Task details: Search each line of the data for the word "GULBRANDSHAUG"; copy every line where it is found.

[Saved data entries]
......
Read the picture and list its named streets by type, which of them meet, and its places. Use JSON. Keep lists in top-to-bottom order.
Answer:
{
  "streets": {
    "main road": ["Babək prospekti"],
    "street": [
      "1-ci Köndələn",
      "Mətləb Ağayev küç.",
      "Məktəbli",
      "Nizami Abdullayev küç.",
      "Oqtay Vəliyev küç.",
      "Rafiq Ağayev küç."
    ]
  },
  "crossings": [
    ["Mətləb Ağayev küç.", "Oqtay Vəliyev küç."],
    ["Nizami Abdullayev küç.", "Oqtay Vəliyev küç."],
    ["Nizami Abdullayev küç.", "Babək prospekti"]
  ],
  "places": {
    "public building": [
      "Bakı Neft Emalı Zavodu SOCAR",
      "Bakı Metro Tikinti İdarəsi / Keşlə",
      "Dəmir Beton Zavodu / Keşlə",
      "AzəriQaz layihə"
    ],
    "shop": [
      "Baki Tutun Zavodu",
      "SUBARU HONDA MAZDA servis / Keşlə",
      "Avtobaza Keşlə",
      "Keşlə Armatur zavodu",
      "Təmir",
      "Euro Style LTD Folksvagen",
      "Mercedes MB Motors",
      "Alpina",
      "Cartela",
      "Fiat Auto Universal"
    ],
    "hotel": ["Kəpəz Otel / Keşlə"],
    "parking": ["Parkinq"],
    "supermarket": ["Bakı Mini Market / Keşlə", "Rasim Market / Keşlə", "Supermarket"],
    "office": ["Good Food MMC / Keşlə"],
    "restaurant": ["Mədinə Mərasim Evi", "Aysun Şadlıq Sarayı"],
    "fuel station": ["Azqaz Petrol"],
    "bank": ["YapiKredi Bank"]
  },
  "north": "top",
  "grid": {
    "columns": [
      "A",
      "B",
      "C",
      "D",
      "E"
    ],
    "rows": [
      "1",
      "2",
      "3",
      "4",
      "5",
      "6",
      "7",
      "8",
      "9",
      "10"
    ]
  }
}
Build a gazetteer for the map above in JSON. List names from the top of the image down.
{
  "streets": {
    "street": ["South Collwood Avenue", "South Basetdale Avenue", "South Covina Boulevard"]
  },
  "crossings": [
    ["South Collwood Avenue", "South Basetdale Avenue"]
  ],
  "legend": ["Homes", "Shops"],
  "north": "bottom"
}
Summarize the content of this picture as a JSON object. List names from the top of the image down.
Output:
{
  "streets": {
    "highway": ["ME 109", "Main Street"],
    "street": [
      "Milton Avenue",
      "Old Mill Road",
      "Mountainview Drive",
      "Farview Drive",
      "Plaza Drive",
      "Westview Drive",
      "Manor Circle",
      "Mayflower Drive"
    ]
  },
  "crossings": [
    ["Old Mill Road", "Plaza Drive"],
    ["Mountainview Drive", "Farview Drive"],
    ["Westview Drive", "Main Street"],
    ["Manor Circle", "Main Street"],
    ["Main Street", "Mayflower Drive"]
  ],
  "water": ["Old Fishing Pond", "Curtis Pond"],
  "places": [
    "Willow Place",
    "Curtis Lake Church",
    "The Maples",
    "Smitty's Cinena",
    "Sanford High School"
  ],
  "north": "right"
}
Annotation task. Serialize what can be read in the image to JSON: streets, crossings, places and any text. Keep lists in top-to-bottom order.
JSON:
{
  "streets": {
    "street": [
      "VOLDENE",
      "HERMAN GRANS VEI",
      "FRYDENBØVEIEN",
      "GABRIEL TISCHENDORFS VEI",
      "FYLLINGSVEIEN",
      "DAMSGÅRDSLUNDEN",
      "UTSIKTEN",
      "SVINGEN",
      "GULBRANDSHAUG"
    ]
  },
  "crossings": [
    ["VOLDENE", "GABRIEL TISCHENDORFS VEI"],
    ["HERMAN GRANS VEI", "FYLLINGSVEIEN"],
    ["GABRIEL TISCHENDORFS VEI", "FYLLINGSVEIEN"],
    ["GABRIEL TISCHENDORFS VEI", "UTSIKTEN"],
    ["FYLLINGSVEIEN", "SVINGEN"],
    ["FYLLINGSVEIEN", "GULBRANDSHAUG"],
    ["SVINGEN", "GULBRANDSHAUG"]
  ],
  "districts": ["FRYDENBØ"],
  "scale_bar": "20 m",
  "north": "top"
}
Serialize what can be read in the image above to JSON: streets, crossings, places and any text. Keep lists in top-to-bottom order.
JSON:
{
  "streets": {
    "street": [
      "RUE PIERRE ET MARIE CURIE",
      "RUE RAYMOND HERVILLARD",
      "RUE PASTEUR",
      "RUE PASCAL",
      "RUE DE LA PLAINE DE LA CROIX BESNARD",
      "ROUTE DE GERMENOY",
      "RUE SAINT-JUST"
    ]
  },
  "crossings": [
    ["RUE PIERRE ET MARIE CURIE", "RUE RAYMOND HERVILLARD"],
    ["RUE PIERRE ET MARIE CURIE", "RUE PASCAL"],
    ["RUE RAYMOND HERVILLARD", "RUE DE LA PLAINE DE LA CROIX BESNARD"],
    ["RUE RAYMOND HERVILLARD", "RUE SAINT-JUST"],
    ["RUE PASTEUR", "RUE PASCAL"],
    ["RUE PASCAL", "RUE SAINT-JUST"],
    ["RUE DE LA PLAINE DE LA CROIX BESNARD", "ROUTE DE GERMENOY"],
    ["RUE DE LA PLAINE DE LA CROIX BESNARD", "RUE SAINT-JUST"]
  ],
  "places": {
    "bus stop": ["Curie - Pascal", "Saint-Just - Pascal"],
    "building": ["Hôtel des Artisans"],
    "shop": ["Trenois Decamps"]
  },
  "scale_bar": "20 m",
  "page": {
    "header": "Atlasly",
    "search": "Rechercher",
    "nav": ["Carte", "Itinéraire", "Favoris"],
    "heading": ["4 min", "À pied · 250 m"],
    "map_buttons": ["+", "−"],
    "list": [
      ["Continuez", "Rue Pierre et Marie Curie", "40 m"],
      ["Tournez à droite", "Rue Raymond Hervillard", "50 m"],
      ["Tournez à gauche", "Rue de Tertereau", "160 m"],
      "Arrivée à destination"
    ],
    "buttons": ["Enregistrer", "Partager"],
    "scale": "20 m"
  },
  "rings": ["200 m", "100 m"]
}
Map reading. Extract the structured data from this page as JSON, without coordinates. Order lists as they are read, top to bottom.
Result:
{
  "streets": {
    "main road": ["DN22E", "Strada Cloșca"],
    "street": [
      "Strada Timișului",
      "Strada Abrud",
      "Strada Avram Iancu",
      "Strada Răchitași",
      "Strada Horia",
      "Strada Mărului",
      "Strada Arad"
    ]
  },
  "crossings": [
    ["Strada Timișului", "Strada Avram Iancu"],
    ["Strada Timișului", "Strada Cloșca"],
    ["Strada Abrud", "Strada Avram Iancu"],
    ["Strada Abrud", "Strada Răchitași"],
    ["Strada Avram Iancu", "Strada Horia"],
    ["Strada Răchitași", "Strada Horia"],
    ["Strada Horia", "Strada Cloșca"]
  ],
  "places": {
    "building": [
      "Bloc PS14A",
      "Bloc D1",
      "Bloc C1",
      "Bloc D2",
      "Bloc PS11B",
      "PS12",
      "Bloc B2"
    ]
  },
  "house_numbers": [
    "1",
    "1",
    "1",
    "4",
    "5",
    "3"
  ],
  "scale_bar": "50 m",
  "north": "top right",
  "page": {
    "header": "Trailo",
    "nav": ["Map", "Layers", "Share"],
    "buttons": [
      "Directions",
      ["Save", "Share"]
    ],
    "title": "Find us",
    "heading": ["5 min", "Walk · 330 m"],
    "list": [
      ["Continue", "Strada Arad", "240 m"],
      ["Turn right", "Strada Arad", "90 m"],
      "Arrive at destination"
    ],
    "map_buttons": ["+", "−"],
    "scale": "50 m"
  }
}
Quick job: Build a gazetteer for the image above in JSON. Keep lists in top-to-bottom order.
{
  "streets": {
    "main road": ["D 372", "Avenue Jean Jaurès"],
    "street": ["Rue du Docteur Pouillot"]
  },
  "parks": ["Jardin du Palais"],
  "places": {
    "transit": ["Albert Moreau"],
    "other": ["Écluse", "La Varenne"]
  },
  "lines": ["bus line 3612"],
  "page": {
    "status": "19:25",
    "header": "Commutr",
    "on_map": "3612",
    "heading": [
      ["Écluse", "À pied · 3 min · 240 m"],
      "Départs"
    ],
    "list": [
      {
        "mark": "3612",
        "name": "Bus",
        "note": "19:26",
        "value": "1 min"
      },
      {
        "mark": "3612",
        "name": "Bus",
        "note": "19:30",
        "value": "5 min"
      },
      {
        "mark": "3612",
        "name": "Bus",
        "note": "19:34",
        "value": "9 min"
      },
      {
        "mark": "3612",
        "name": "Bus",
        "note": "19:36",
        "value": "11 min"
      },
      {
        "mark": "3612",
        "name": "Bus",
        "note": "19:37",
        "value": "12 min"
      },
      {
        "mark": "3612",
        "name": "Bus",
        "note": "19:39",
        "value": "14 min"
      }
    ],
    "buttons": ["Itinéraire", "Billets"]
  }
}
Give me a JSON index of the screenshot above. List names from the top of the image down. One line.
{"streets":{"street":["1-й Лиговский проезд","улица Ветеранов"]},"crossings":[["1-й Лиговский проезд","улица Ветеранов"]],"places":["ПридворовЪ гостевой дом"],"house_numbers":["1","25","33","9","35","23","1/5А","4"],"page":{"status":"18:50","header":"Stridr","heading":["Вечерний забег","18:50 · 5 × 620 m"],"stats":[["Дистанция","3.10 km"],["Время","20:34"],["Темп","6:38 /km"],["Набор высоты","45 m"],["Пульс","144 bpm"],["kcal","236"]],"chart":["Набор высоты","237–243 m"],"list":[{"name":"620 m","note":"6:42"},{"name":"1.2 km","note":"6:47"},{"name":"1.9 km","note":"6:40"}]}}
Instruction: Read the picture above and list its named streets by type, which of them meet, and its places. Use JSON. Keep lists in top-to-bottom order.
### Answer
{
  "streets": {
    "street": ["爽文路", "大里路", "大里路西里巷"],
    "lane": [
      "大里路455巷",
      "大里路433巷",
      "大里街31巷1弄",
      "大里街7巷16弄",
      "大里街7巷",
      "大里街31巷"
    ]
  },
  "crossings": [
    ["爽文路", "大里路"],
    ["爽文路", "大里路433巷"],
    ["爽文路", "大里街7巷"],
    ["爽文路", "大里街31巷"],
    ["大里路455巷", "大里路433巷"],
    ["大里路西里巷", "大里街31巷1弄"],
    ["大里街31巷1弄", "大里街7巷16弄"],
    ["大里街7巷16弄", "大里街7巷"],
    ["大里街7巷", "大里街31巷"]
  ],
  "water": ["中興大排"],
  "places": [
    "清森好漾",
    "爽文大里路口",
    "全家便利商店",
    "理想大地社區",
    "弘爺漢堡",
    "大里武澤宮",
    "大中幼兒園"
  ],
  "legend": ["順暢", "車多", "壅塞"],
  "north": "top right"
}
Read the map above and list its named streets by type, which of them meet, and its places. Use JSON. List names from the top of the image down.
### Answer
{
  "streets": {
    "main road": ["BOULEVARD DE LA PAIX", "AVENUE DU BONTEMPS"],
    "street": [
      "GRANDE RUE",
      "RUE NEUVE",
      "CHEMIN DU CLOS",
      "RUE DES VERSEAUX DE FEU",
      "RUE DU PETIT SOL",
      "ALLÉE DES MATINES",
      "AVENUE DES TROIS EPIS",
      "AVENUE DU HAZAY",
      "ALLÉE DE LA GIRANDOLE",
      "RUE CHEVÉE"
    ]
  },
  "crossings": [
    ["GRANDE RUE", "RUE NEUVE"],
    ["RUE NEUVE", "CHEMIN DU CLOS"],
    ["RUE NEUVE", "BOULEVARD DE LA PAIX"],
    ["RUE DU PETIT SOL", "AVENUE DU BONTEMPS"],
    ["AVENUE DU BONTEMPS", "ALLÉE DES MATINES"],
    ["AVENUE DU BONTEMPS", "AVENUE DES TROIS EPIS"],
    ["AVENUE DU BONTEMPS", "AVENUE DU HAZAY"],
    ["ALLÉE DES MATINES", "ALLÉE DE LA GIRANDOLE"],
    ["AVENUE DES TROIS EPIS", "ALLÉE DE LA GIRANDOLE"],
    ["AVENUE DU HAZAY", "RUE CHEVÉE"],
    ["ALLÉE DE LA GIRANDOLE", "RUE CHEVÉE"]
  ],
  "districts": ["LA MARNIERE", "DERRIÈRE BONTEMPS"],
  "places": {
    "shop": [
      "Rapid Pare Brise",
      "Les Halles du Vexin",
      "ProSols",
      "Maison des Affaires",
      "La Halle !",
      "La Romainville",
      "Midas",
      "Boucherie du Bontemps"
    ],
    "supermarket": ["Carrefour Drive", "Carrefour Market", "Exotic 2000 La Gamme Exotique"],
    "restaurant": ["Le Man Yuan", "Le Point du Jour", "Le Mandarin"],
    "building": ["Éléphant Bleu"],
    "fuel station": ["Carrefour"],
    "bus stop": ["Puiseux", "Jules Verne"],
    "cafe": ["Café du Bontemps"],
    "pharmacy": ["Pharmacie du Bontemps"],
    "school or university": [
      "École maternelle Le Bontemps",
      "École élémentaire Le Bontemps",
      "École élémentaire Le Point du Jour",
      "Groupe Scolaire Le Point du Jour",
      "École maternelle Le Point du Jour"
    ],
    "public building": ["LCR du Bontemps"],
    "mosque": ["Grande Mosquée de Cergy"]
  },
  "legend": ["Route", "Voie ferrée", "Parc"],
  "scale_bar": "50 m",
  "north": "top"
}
......
Solution for this exercise:
      "GULBRANDSHAUG"
    ["FYLLINGSVEIEN", "GULBRANDSHAUG"],
    ["SVINGEN", "GULBRANDSHAUG"]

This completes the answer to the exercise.